The Embraer 190 aircraft, which was operating between Durango and Mexico City, crashed around 4pm local time “with 97 passengers and four crew members on board,” according to Mexico’s transport minister Gerardo Ruiz Esparza.
“It is confirmed that there have been no deaths from the flight #AM2431 accident,” tweeted Jose Rosas, the governor of Durango state, where the crash happened.
Dozens of lightly injured passengers were seen leaving the plane, which was engulfed in gray smoke in a field. A reporter for network Milenio said some passengers had walked from the crash site to a nearby highway to seek help.

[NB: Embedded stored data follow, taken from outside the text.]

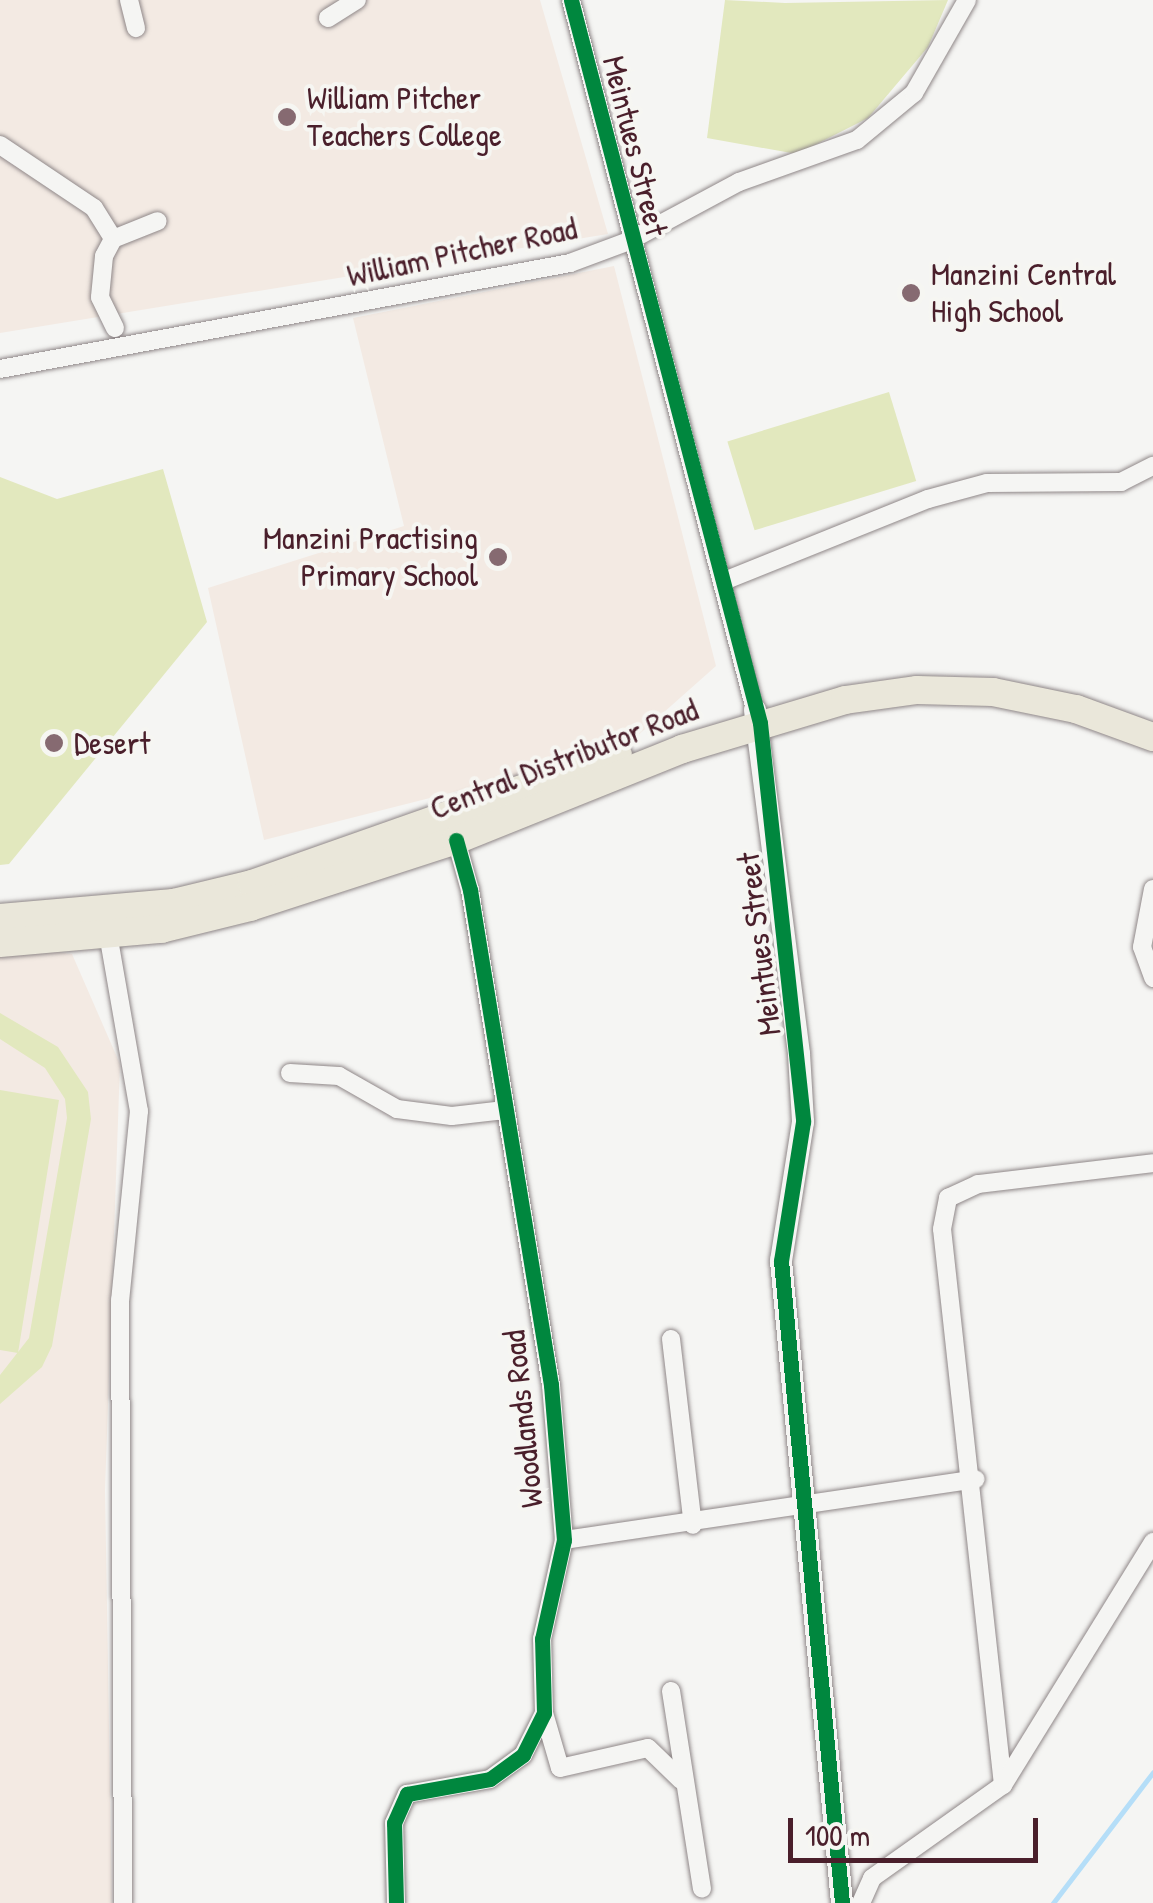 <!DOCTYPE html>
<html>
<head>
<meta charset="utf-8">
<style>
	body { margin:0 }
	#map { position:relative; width:1153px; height:1903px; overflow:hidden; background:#f5f5f3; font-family:"Patrick Hand",sans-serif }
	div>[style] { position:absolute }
	.built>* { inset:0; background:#f3eae3 }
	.green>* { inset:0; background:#e2e8be; transform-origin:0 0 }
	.stream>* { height:5px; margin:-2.5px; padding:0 2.5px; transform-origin:2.5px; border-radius:2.5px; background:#b5def8 }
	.roads { filter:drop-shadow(0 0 2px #8f8788) drop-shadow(0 0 2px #8f8788) }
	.minor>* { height:18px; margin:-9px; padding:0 9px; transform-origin:9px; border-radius:9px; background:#f5f5f3 }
	.tertiary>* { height:22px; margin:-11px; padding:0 11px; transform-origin:11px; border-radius:11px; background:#f5f5f3 }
	.trunk>* { height:28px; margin:-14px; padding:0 14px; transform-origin:14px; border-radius:14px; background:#eae7da }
	.cycleway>* { height:15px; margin:-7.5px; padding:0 7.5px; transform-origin:7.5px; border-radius:7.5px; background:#00873e }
	.dots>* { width:28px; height:28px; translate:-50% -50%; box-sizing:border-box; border:5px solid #f6f6f2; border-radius:50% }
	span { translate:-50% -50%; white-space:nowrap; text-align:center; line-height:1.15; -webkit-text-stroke:8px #f6f6f2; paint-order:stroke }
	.poi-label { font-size:32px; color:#4a1f2b }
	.left { translate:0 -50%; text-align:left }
	.right { translate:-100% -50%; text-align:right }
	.street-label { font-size:32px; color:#4a1f2b }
	.scale { position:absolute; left:788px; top:1818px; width:250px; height:45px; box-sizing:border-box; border:5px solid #4a1f2b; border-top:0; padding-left:12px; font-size:30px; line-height:35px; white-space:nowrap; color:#4a1f2b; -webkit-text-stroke:8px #f6f6f2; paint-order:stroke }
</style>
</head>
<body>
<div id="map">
	<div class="built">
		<i style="clip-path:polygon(0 0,540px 0,608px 234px,0 333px)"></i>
		<i style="clip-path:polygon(614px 266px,716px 666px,636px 737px,553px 767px,264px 840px,208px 588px,404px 526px,353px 318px)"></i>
		<i style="clip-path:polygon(0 944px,72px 954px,120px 1064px,105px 1490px,112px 1903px,0 1903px)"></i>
	</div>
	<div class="green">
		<i style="clip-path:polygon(725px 0,785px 3px,948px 0,928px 47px,868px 118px,797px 154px,707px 138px)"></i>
		<i style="left:889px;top:392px;width:93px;height:169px;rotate:73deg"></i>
		<i style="clip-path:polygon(163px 469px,207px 622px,9px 864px,0 865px,0 477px,57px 499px)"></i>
		<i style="clip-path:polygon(0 1013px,58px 1047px,88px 1092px,91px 1119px,52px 1346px,42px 1367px,0 1404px,0 1375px,29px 1338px,67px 1118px,65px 1099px,45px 1068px,0 1039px)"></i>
		<i style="clip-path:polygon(0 1090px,59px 1100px,18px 1353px,0 1350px)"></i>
	</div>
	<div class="stream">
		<i style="left:1053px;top:1903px;width:165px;rotate:-52.6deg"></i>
	</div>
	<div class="roads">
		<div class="minor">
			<i style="left:129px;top:0;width:29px;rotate:76deg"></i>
			<i style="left:571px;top:0;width:733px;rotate:75.47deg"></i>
			<i style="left:328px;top:18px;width:34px;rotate:-32deg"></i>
			<i style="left:0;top:145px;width:113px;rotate:33.8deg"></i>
			<i style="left:94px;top:208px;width:36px;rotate:58deg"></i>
			<i style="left:115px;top:328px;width:34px;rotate:-116deg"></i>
			<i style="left:100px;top:297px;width:41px;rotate:-84.4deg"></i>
			<i style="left:104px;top:256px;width:19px;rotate:-62deg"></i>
			<i style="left:113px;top:239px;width:48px;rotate:-21.8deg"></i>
			<i style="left:0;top:369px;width:580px;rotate:-10.53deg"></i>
			<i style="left:570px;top:263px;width:63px;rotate:-20.4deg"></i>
			<i style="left:629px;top:241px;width:125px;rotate:-28.2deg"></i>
			<i style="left:739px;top:182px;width:125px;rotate:-19.6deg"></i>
			<i style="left:857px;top:140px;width:74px;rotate:-39.5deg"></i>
			<i style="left:914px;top:93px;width:107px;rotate:-60.3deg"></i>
			<i style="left:724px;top:581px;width:220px;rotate:-21.9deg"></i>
			<i style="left:928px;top:499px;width:61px;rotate:-15.2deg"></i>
			<i style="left:987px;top:483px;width:134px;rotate:-0.4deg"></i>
			<i style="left:1121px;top:482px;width:36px;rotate:-27deg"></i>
			<i style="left:1153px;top:889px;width:59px;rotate:100.7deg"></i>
			<i style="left:1142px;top:947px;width:33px;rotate:70deg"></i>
			<i style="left:107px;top:928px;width:186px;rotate:80.1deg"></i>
			<i style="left:139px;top:1111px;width:190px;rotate:95.7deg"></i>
			<i style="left:120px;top:1300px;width:603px;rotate:89.71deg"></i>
			<i style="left:290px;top:1073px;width:49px;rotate:3.5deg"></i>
			<i style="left:339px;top:1076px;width:67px;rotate:29.6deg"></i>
			<i style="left:397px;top:1109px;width:55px;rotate:7.3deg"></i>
			<i style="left:452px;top:1116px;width:53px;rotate:-6.5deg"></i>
			<i style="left:671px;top:1339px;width:187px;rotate:83.3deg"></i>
			<i style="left:564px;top:1540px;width:416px;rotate:-8.4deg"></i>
			<i style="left:671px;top:1691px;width:200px;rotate:81.1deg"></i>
			<i style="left:544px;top:1713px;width:57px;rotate:73.8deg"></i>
			<i style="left:560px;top:1768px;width:90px;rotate:-12.8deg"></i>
			<i style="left:648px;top:1748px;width:46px;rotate:44.1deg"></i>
			<i style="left:1003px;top:1785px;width:559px;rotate:-96.26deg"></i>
			<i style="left:942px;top:1229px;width:32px;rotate:-79deg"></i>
			<i style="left:948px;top:1198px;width:33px;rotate:-25deg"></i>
			<i style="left:978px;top:1184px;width:176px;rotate:-6.8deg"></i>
			<i style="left:396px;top:1903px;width:80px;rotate:-91.4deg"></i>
			<i style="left:394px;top:1823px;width:32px;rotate:-66deg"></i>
			<i style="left:407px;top:1794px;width:84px;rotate:-10.2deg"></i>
			<i style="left:490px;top:1779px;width:41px;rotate:-36deg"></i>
			<i style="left:523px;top:1755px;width:47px;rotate:-63.4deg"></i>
			<i style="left:544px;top:1713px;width:74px;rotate:-91.5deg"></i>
			<i style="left:542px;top:1639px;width:101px;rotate:-77.5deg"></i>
			<i style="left:564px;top:1540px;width:156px;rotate:-94.8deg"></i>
			<i style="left:551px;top:1385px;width:502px;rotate:-99.29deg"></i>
			<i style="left:470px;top:890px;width:52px;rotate:-105.6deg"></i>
			<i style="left:861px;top:1903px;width:27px;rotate:-66deg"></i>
			<i style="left:872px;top:1878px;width:161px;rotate:-35.4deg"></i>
			<i style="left:1003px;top:1785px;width:286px;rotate:-58.3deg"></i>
		</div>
		<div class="tertiary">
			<i style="left:755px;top:710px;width:347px;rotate:82.7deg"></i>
			<i style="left:799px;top:1054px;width:68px;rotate:86.6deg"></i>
			<i style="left:803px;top:1122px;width:141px;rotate:99deg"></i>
			<i style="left:781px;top:1261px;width:645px;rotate:84.57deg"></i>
		</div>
		<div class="trunk">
			<i style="left:0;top:918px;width:174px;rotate:-5deg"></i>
			<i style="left:173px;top:903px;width:81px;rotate:-13.5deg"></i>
			<i style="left:252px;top:884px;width:388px;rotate:-19.4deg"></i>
			<i style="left:0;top:943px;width:162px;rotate:-5deg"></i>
			<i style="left:161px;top:929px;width:92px;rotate:-13.9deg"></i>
			<i style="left:250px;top:907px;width:217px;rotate:-18deg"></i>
			<i style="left:456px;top:840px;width:244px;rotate:-21.9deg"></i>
			<i style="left:682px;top:749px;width:170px;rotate:-16.7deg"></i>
			<i style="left:845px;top:700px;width:73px;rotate:-7.9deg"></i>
			<i style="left:917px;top:690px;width:76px;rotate:1.5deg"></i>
			<i style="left:993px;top:692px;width:85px;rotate:11.6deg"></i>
			<i style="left:1076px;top:709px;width:82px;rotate:20deg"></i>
		</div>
	</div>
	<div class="cycleway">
		<i style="left:571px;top:0;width:747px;rotate:75.35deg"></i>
		<i style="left:760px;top:723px;width:401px;rotate:83.8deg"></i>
		<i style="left:803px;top:1122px;width:141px;rotate:99deg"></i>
		<i style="left:781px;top:1261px;width:645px;rotate:84.57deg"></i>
		<i style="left:396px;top:1903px;width:80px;rotate:-91.4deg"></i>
		<i style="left:394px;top:1823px;width:32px;rotate:-66deg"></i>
		<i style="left:407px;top:1794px;width:84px;rotate:-10.2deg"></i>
		<i style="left:490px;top:1779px;width:41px;rotate:-36deg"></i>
		<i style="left:523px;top:1755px;width:47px;rotate:-63.4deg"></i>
		<i style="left:544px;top:1713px;width:74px;rotate:-91.5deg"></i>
		<i style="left:542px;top:1639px;width:101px;rotate:-77.5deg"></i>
		<i style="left:564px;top:1540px;width:156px;rotate:-94.8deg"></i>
		<i style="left:551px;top:1385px;width:502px;rotate:-99.29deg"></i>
		<i style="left:470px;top:890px;width:52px;rotate:-105.6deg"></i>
	</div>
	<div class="dots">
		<i style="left:287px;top:117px;background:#866a71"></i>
		<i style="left:911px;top:293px;background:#866a71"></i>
		<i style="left:498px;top:557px;background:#866a71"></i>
		<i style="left:54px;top:743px;background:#866a71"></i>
	</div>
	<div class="poi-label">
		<span class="left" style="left:307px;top:117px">William Pitcher<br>Teachers College</span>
		<span class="left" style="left:931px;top:293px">Manzini Central<br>High School</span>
		<span class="right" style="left:478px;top:557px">Manzini Practising<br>Primary School</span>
		<span class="left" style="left:74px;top:743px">Desert</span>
	</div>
	<div class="street-label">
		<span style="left:635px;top:146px;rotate:76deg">Meintues Street</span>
		<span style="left:462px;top:252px;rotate:-12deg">William Pitcher Road</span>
		<span style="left:564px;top:759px;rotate:-21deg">Central Distributor Road</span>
		<span style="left:759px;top:944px;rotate:-97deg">Meintues Street</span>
		<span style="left:523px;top:1419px;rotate:-96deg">Woodlands Road</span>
	</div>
	<div class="scale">100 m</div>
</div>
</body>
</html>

“Approximately 85 people are injured,” Durango’s civil defense spokesman Alejandro Cardoza told the Milenio television channel, adding there are some “serious injuries” but the majority are “very light.”
Forty-nine passengers were taken to hospital, while the rest were allowed to return home after assessment.
The operator of Durango airport, Grupo Aeroportuario Centro Norte, attributed the crash to bad weather conditions, citing preliminary reports.
Durango Governor José Aispuro says there were no fatalities in the Aeromexico crash, though 18 people were taken to the hospital. Video from the crash scene shows dazed passengers and flight attendants, some of them shoeless, standing near the burning wreckage of the plane.
— Kate Linthicum (@katelinthicum) July 31, 2018
“We were on the runway when the visibility grew worse,” 47-year-old Jacqueline Flores, who was traveling with her 16-year-old daughter, told AFP.
“When we were already aloft, up high, it felt like the plane was going to level out but just then is when it plunged to the ground.
“I think we fell back on the runway because it was a hard surface, then we skidded on the ground until it stopped,” added the Durango native, a housewife who was on a journey back to Colombia where she lives.
With the plane on the ground amid some bushes and brush, Flores said luggage began sliding down the aisle and she started to smell smoke.
According to Rosas, the passengers helped each other quickly evacuate the aircraft through the openings in the cabin caused by the accident.
In July 1981, an Aeromexico flight crashed on landing in northern Chihuahua due to bad weather, killing 32.